>>>
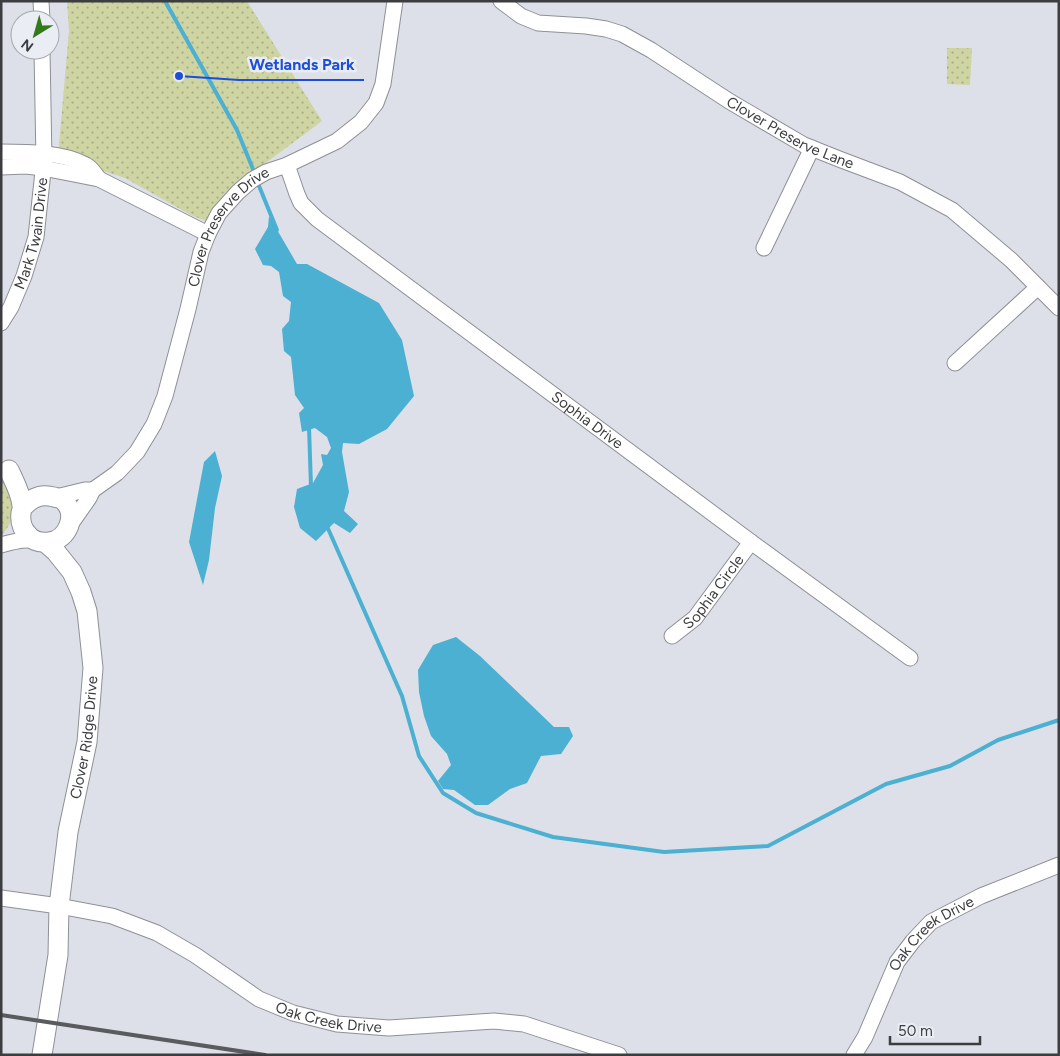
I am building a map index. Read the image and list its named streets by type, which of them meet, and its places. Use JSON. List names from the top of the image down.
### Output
{
  "streets": {
    "street": [
      "Clover Preserve Lane",
      "Clover Preserve Drive",
      "Mark Twain Drive",
      "Sophia Drive",
      "Sophia Circle",
      "Clover Ridge Drive",
      "Oak Creek Drive"
    ]
  },
  "crossings": [
    ["Clover Preserve Drive", "Sophia Drive"],
    ["Clover Preserve Drive", "Clover Ridge Drive"],
    ["Sophia Drive", "Sophia Circle"],
    ["Clover Ridge Drive", "Oak Creek Drive"]
  ],
  "places": ["Wetlands Park"],
  "scale_bar": "50 m",
  "north": "bottom left"
}
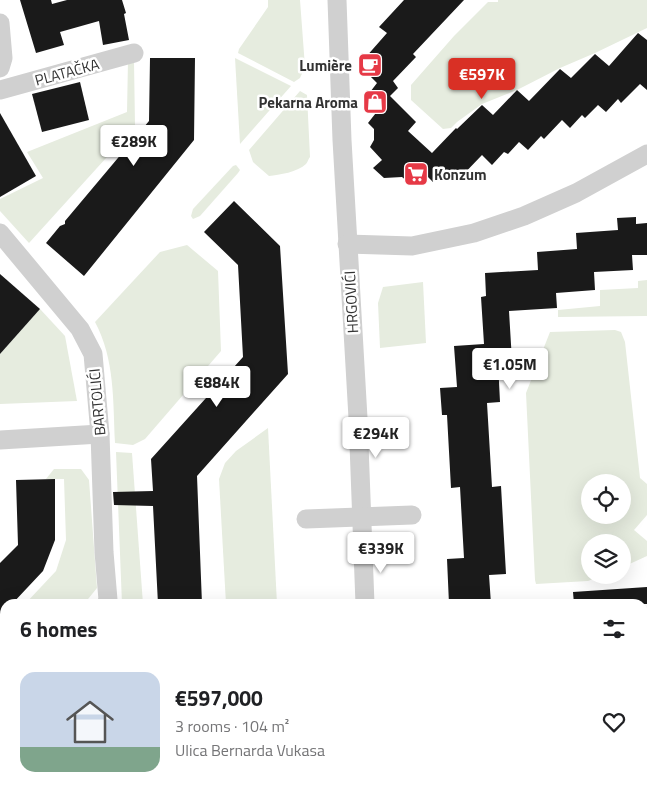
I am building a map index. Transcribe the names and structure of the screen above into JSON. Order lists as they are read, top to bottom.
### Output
{
  "streets": {
    "street": ["PLATAČKA", "HRGOVIĆI", "BARTOLIĆI"]
  },
  "places": {
    "cafe": ["Lumière"],
    "shop": ["Pekarna Aroma"],
    "supermarket": ["Konzum"]
  },
  "page": {
    "price": [
      "€597K",
      "€289K",
      "€1.05M",
      "€884K",
      "€294K",
      "€339K"
    ],
    "heading": "6 homes",
    "list": [
      {
        "name": "€597,000",
        "note": "3 rooms · 104 m² · Ulica Bernarda Vukasa"
      }
    ]
  }
}
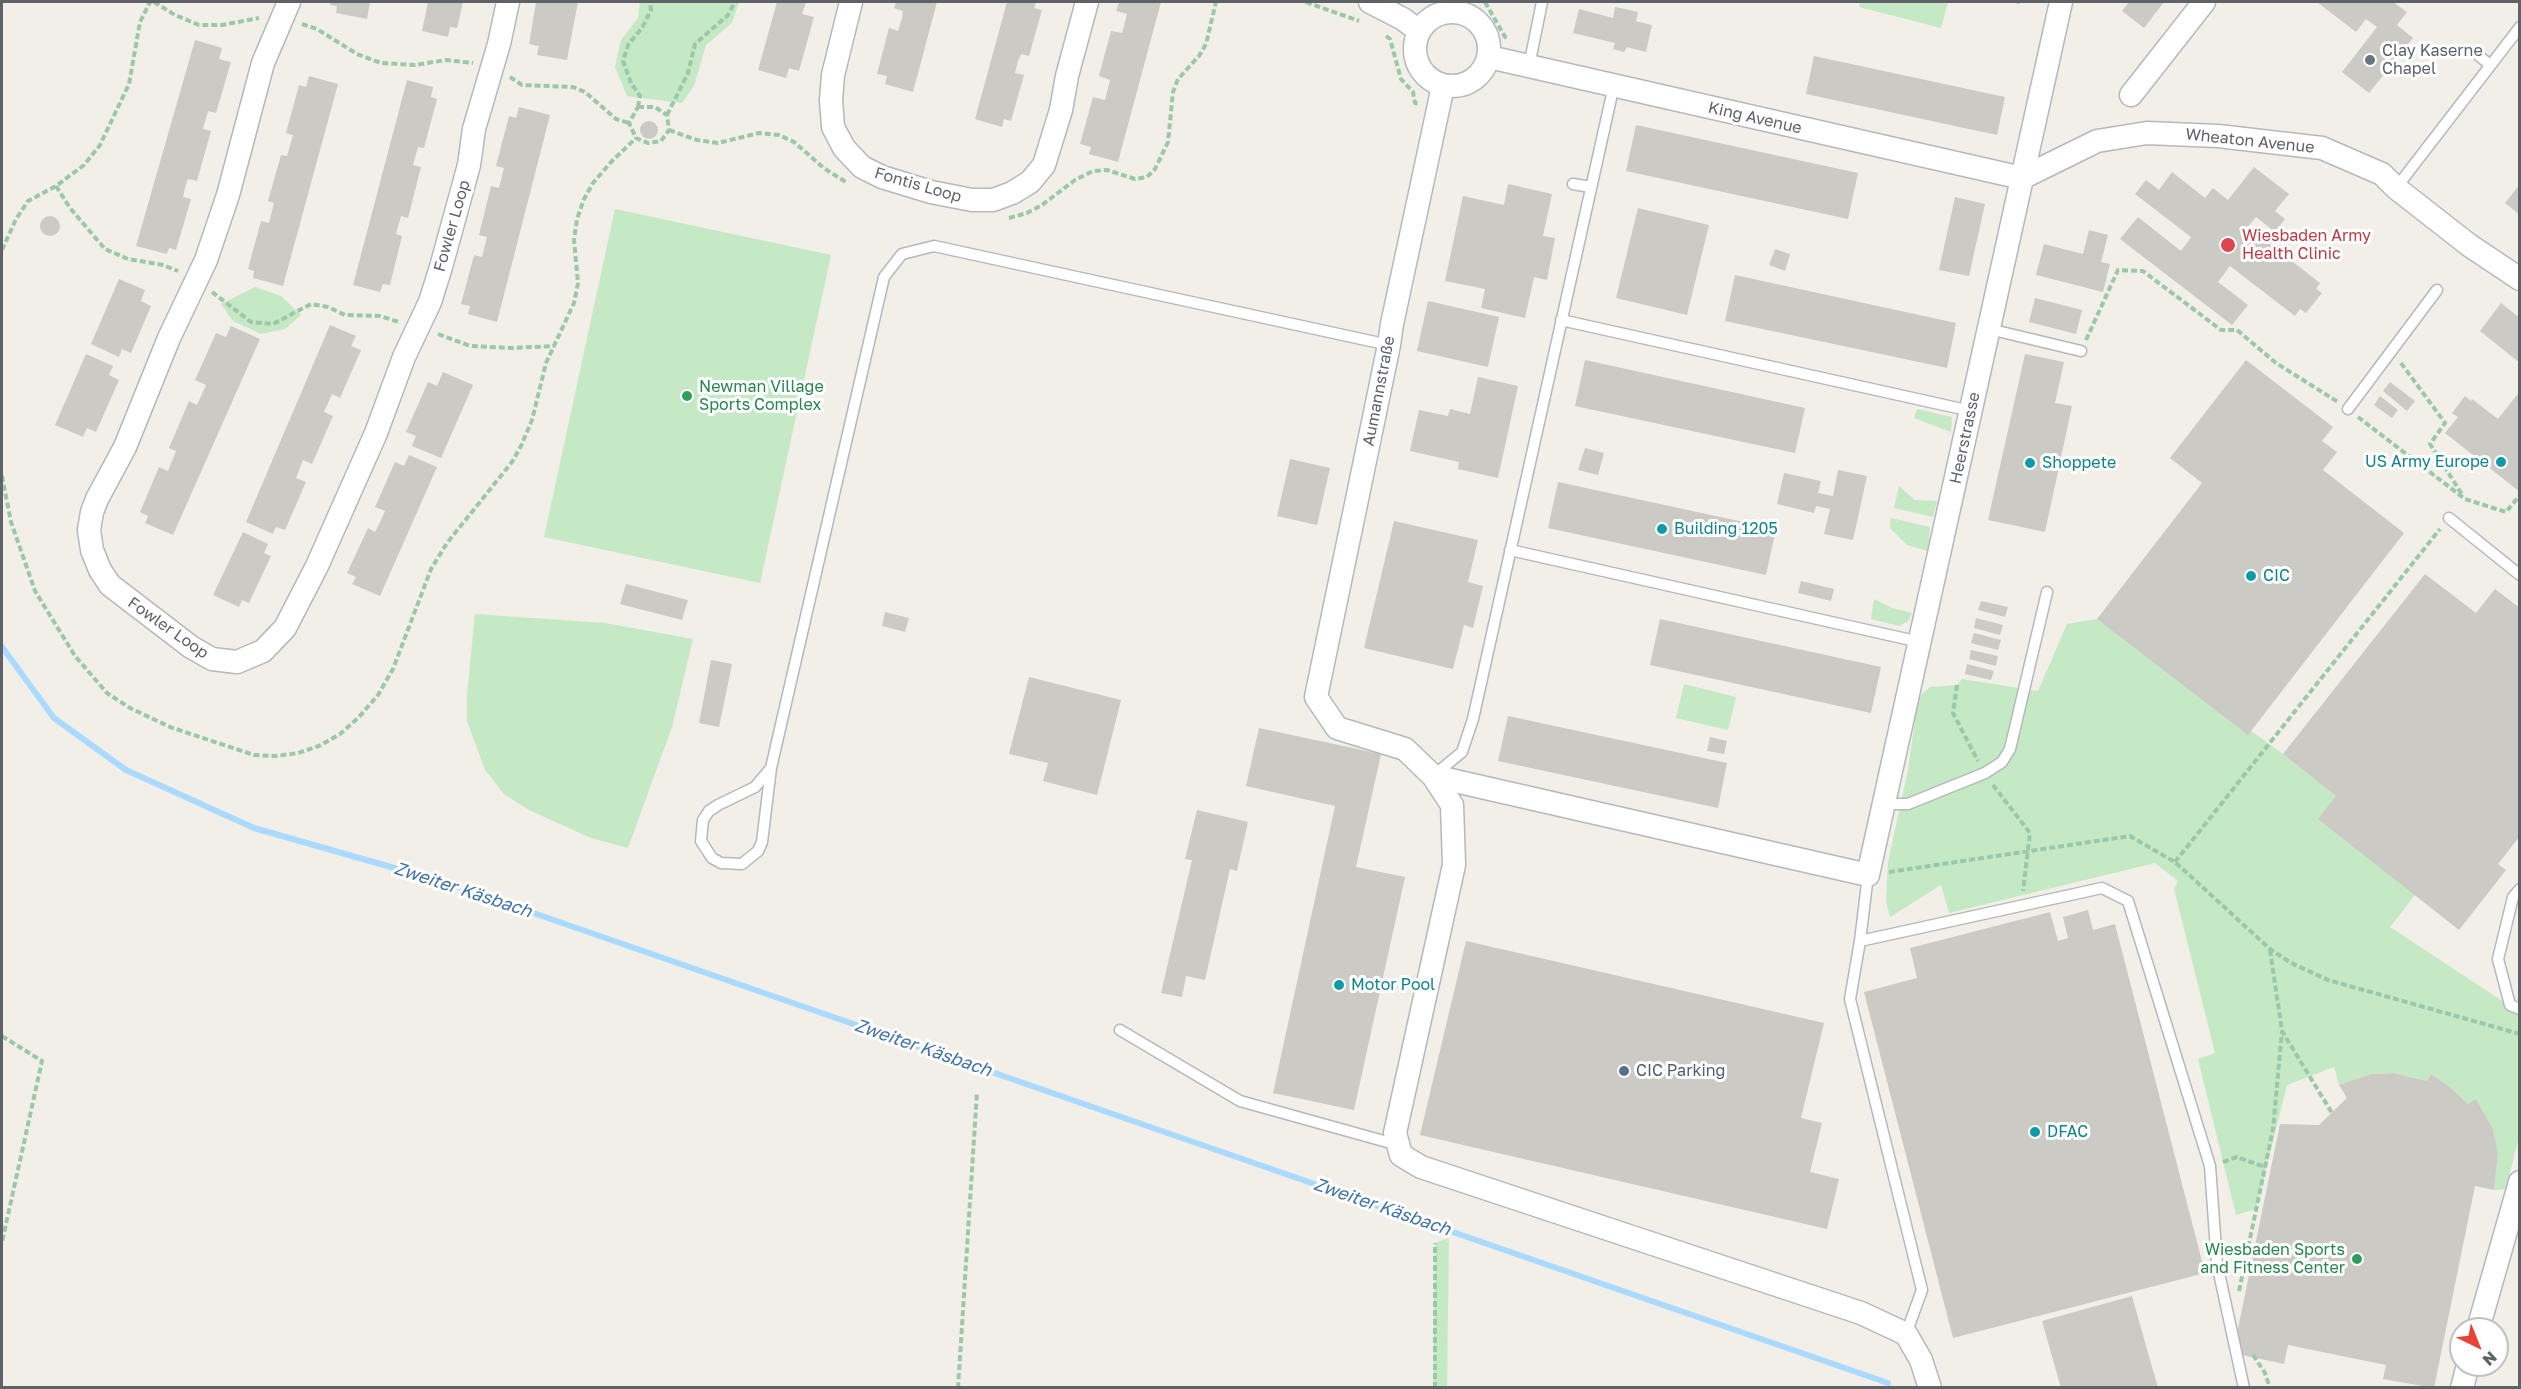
<<<
If a line of the entries holds the word "JSON", copy it out.

### Solved problem
I am building a map index. Read the image and list its named streets by type, which of them meet, and its places. Use JSON. List names from the top of the image down.
I am building a map index. Transcribe the names and structure of the screen above into JSON. Order lists as they are read, top to bottom.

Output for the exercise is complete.